Task brief -
The required result is each line of the entries below containing the string "buttons".

──────

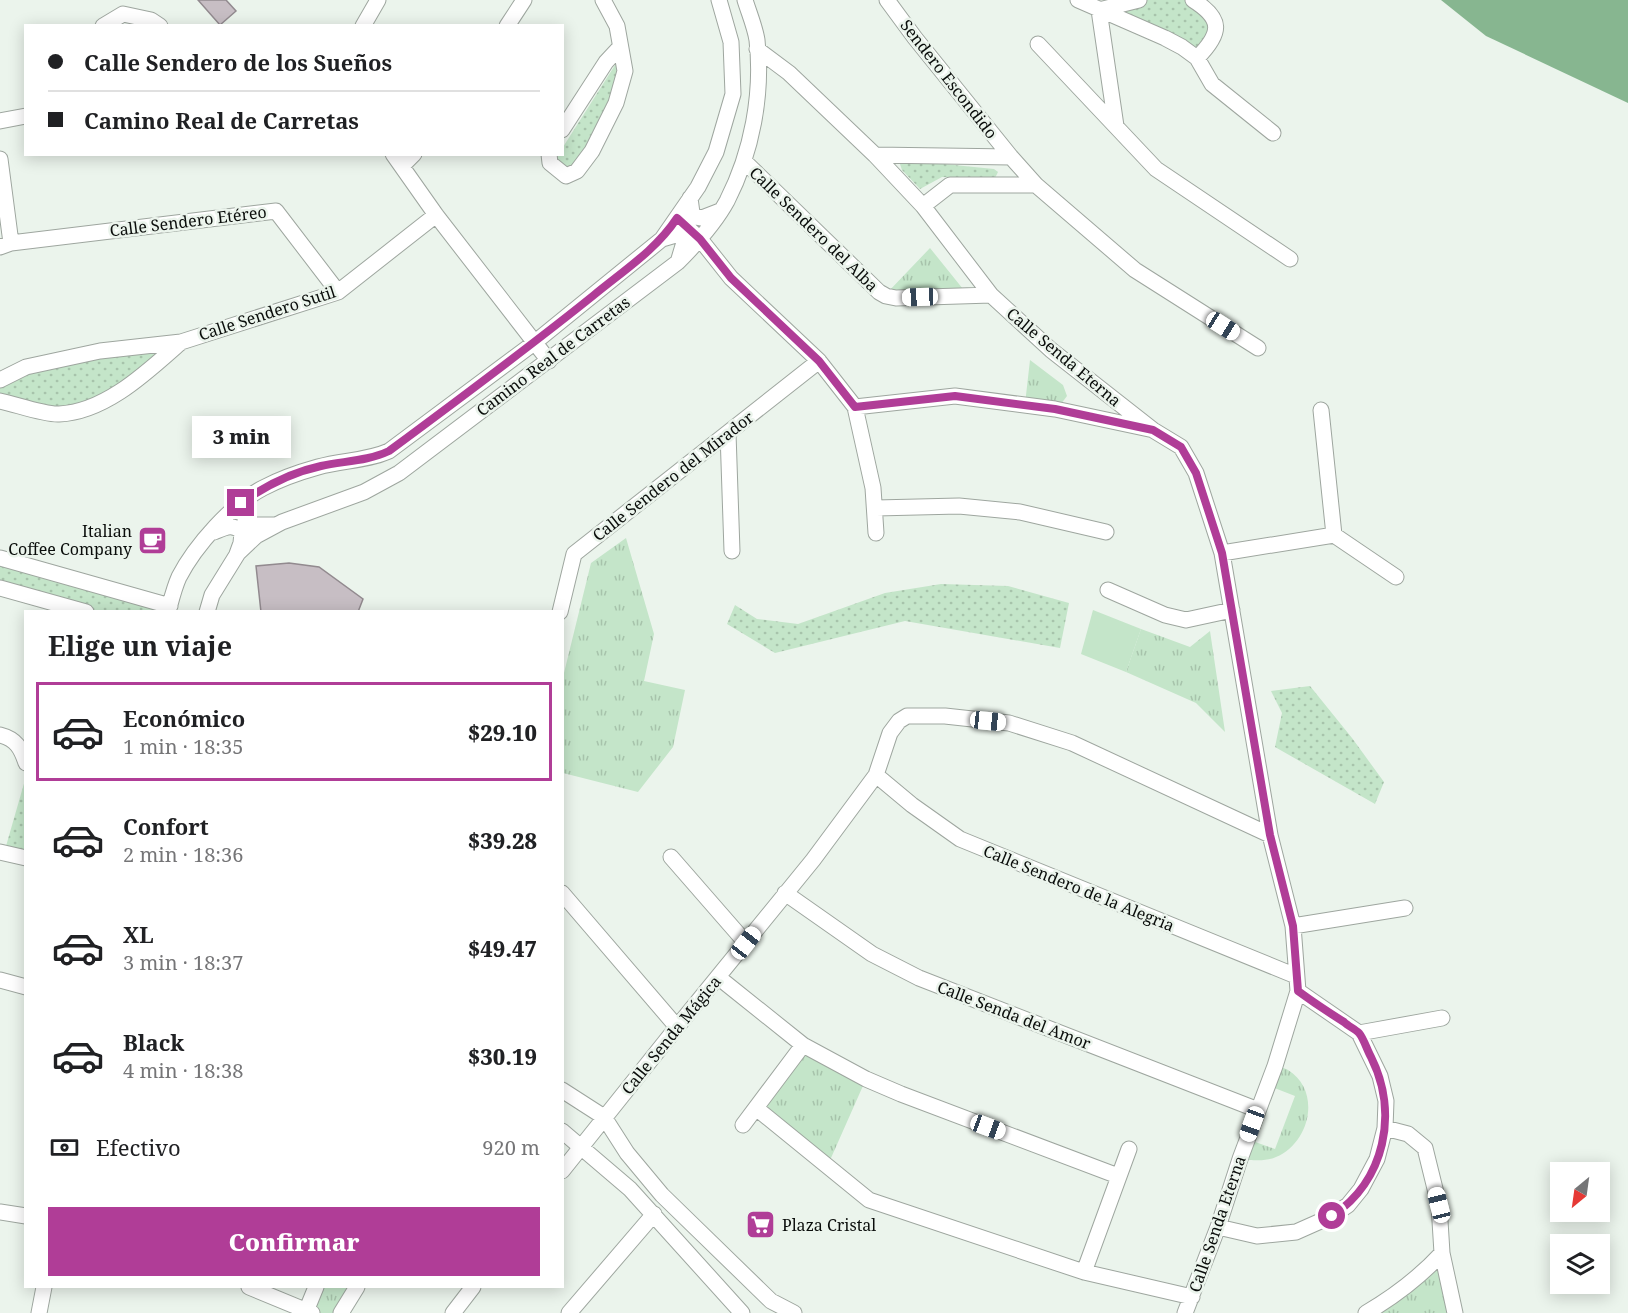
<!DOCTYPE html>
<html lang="es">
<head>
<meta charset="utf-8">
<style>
  :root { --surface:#fff; --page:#f6f6f6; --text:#202124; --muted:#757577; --line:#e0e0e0; --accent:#b03d97 }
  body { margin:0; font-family:"Noto Serif",serif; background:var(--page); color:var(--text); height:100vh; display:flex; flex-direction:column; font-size:22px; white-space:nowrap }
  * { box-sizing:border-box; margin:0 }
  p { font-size:20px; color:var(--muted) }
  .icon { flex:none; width:33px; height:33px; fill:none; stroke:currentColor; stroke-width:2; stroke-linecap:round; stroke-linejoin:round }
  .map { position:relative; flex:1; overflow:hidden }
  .details { position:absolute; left:24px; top:610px; width:540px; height:678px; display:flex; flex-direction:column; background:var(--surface); border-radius:0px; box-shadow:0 3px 15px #0003 }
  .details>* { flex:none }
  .guide { position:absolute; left:24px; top:24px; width:540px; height:132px; border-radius:0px; box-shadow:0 3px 15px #0003; display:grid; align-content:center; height:132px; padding:0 24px; background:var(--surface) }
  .needle { width:39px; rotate:209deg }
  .buttons { position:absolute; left:1550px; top:1162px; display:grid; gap:12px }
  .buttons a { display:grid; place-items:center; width:60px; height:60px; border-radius:0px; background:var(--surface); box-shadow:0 3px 15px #0003; font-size:30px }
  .end { position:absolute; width:27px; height:27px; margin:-14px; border:8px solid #b03d97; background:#fff; box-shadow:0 0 0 3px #fff }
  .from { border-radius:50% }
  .bubble { position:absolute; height:42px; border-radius:0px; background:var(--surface); box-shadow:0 3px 15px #0003; font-size:20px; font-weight:800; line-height:42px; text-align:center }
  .car { position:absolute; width:18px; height:36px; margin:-18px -9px; border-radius:8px; box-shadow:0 0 4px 2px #0007; background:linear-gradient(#fff 24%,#345 0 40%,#fff 0 76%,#345 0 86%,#fff 0) }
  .guide b { display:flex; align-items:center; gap:21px; height:57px; font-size:22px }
  .guide b+b { border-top:2px solid var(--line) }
  .guide i { width:15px; height:15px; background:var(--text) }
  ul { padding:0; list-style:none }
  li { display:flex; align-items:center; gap:18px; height:99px; margin:0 12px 9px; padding:0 12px; border:3px solid transparent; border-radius:0px }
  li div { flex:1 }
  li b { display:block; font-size:22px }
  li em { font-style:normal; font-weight:800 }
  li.active { border-color:var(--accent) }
  li>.icon { width:54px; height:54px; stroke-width:1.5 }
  h2 { padding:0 24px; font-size:27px; line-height:72px }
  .pay { display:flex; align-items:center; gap:15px; height:66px; padding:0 24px; font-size:22px }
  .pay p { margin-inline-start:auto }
  .action { display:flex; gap:12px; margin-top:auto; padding:12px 24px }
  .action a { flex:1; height:69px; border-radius:0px; background:var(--accent); color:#fff; font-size:24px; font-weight:800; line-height:69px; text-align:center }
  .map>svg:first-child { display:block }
</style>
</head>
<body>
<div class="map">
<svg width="1628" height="1313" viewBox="0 0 1628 1313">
  <defs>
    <pattern id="grass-dots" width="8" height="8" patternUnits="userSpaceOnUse" patternTransform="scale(1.5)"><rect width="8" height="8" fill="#c4e5c9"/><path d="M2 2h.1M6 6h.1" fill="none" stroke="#a7c3ab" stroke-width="1.8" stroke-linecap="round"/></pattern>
    <pattern id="park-tufts" width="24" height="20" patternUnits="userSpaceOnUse" patternTransform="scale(1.5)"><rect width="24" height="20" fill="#c4e5c9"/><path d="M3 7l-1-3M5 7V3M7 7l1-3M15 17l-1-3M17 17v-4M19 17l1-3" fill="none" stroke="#a7c3ab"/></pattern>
  </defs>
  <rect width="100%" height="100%" fill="#ebf4ec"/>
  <path fill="url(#grass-dots)" d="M1139,0H1193L1215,21L1197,58L1099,10Z
    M617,62C621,82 595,137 583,154C578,160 572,165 567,171L557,161L558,155L562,154L563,147Z
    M904,160L994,169L998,172L995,178L942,177L920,189L902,170L900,164Z
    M181,342L138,380L58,414L0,401V380L26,367Z
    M0,558L168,612H86L0,588Z
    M941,584L1008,586L1069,603L1060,648L905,621L775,653L727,624L735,605L757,619L798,624L885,593Z
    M1310,686L1352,738L1384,782L1375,804L1275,747L1282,713L1271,691Z
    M25,780V858L4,853Z"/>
  <path fill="url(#park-tufts)" d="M930,248L963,289L887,293Z
    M1030,360L1063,385L1067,396L1061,404H1025Z
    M626,538L654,634L644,681L685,690L673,747L638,792L563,773V677L591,563Z
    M1141,629L1190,647L1210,631L1225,732L1196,703L1126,672Z
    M803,1045L866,1079L827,1167L756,1108Z
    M1275,1066C1279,1067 1285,1068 1288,1070C1322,1091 1310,1143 1276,1157C1265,1162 1252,1160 1240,1159L1247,1139L1275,1149L1295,1096L1267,1085Z
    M1442,1253L1455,1313H1366Z
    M316,1287H357L341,1313H312Z"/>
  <path fill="#c4e5c9" d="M1093,610L1141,629L1126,672L1081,654Z"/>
  <path fill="#87b690" d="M1441,0H1628V103L1486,36Z"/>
  <path fill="#c7bec4" stroke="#928a8f" stroke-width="1.5" d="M198,0H226L236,11L220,25Z
    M289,563L319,567L363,599L358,612H261L256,566Z"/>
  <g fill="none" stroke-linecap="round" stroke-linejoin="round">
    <defs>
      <path id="minor" d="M887,0L915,38L1011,157L1036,185L1135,270L1258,348
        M1078,0L1165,38L1182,47L1197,58L1212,84L1273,133
        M1193,0C1223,19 1222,33 1197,58
        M1099,10L1116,126
        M1099,10L1139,0
        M103,26L123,14L151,20L160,26
        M363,26L378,0
        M507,26L524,0
        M1038,44L1156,169L1290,259
        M757,49L789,73L875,155L923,206L991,295L1051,350L1153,430L1181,447L1196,473L1222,553L1270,835L1293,926L1298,991L1275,1066L1240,1159L1218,1227L1185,1313
        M0,121L26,116
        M562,130L606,62L620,47
        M393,154L436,215L549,361
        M549,154L550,163L566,176L577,171L592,151L616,103L625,71L617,26L603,0
        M875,155L1011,157
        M0,159L11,243
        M745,162L879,292L886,296L896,298L991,295
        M402,166L414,154
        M690,198L692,213L696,217L702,218L720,211
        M923,206L950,185H1036
        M677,218L700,239L731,278L819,361L855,407L873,488L876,533
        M662,239L679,234L685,239L679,259
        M0,247L11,243L276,211L338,292
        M0,380L26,367L100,351L181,342L338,292L436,215
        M0,401C15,404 45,415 59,414C106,412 148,371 181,342
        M855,407L955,396L1055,409L1149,429
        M1321,410L1334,535L1396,577
        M728,433L732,551
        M249,497L245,519L251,525H274
        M876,508L959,506L1020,512L1106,532
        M214,532C226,527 232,523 242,532L241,543L237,554
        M1222,553L1334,535
        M0,558L170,606
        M0,588L86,612
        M1108,590L1165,615L1186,620L1232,610
        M168,612C171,601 174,588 179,577C195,546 232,504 263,488C280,479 300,472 318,467C342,460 367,461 389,451L534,343L662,239L698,187L716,152L733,94L731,42L719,0
        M207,612L212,595L238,553L256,536L282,522L364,492L399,473L678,262C696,244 715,223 727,201C752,152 763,94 757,40C755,27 749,13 745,0
        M560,612L574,554L819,361
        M0,735C16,739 21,748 26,763
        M876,775L912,805L960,839L1296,976
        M0,852L26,858
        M671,857L746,943
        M562,893L677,1027
        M785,893L872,954L919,978L1258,1110
        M1293,926L1405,908
        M718,977L803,1045L866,1079L901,1094L1118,1176
        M0,980L26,987
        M1359,1033L1442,1018
        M562,1090L604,1117L627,1153L662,1195L771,1301L794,1313
        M756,1108L869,1200L1084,1272L1192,1297
        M743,1125L803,1045
        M1385,1128L1408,1134L1425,1148L1439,1205L1442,1253L1455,1313
        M562,1131L630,1189L742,1313
        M562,1171L677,1027L813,860L876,775L890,733L899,721L907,716H945L1009,723L1072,743L1270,835
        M0,1212L26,1216
        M1218,1227L1257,1236L1296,1232L1332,1216L1348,1205L1361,1189L1377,1159L1385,1128L1386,1101L1380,1076L1359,1033L1298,991
        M1084,1272L1129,1149
        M249,1287L312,1313
        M307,1309L316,1287
        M39,1313L44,1287
        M341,1313L357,1287
        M453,1313L473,1287
        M569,1313L654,1214
        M1366,1313C1395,1296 1419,1278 1442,1253"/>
    </defs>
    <use href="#minor" stroke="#9ea69f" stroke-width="17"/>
    <use href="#minor" stroke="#fff" stroke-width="15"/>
  </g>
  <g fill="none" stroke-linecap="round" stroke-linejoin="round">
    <path stroke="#b03d97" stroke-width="8" d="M241,503C265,486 293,472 321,466C344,461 368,461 389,451C458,400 527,349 594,295C623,271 656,250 677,218L700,239L731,278L819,361L855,407L955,396L1055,409L1153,430L1181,447L1196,473L1222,553L1270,835L1293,926L1298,991C1313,1002 1328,1012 1344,1022C1348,1026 1355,1029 1359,1033C1364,1039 1367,1050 1371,1057C1399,1113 1385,1181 1332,1216"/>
  </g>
  <defs>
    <symbol id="cafe-square" viewBox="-11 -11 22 22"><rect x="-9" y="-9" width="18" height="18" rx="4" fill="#b03d97" stroke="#ebf4ec"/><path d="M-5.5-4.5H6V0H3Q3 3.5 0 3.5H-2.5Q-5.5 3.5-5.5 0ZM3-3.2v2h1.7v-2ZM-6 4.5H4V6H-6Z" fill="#fff"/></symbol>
    <symbol id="supermarket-square" viewBox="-11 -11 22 22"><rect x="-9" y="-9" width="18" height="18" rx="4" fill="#b03d97" stroke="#ebf4ec"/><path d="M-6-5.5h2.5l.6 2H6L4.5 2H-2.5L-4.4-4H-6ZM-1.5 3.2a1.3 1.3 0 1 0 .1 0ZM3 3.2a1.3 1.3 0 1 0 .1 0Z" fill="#fff"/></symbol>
  </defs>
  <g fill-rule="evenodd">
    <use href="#cafe-square" x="136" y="524" width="33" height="33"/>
    <use href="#supermarket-square" x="744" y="1208" width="33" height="33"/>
  </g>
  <g text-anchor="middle" stroke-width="5" stroke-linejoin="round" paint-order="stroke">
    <g font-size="16" fill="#0a0d0b" stroke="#ebf4ec">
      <text transform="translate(949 79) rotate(52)" y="6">Sendero Escondido</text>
      <text transform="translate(188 221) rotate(-7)" y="6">Calle Sendero Etéreo</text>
      <text transform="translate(814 229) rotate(44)" y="6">Calle Sendero del Alba</text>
      <text transform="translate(267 313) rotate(-18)" y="6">Calle Sendero Sutil</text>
      <text transform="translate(553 356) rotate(-37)" y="6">Camino Real de Carretas</text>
      <text transform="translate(1064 357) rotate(40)" y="6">Calle Senda Eterna</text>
      <text transform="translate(673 476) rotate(-38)" y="6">Calle Sendero del Mirador</text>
      <text transform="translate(1079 888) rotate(22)" y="6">Calle Sendero de la Alegria</text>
      <text transform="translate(1014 1015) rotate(21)" y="6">Calle Senda del Amor</text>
      <text transform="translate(671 1035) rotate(-51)" y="6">Calle Senda Mágica</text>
      <text transform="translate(1217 1224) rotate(-71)" y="6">Calle Senda Eterna</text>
    </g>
    <g font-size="16" fill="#0a0d0b" stroke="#ebf4ec" text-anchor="end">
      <text x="132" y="537">Italian<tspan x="132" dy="18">Coffee Company</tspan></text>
      <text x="782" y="1231" text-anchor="start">Plaza Cristal</text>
    </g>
  </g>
</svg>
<div class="buttons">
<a><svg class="needle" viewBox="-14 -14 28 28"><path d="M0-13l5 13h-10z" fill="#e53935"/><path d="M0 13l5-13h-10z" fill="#757577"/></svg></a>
<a><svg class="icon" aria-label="layers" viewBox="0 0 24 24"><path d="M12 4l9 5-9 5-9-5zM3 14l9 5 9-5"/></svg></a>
</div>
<i class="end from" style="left:1332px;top:1216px"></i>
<i class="end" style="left:241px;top:503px"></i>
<div class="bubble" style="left:192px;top:416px;width:99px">3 min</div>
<i class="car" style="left:920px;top:297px;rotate:268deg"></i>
<i class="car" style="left:1223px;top:326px;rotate:122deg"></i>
<i class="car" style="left:988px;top:721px;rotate:96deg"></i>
<i class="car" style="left:746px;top:943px;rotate:38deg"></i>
<i class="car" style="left:1252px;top:1124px;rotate:200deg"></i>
<i class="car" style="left:988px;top:1127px;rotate:110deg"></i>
<i class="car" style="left:1439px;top:1205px;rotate:346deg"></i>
<div class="guide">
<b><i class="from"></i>Calle Sendero de los Sueños</b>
<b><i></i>Camino Real de Carretas</b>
</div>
<section class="details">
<h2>Elige un viaje</h2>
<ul>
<li class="active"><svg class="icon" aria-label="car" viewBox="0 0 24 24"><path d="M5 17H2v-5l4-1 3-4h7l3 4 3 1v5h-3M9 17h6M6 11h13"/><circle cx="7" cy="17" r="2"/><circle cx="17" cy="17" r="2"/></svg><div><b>Económico</b><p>1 min · 18:35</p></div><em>$29.10</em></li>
<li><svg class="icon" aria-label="car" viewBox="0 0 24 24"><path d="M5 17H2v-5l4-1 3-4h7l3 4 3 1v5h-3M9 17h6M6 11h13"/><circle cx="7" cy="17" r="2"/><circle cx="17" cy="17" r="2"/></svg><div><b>Confort</b><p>2 min · 18:36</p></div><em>$39.28</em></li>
<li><svg class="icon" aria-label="car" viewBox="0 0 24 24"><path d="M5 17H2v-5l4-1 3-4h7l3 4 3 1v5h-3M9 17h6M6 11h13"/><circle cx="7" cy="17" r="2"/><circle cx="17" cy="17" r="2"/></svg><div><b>XL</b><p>3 min · 18:37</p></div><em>$49.47</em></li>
<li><svg class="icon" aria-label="car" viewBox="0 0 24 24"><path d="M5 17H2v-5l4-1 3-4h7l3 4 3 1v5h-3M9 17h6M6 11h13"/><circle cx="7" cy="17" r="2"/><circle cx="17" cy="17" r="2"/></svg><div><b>Black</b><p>4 min · 18:38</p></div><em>$30.19</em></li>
</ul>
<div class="pay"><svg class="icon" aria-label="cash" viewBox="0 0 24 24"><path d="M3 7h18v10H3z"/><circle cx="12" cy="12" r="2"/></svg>Efectivo<p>920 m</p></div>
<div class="action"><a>Confirmar</a></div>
</section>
</div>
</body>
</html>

──────

Exercise result -
  .buttons { position:absolute; left:1550px; top:1162px; display:grid; gap:12px }
  .buttons a { display:grid; place-items:center; width:60px; height:60px; border-radius:0px; background:var(--surface); box-shadow:0 3px 15px #0003; font-size:30px }
<div class="buttons">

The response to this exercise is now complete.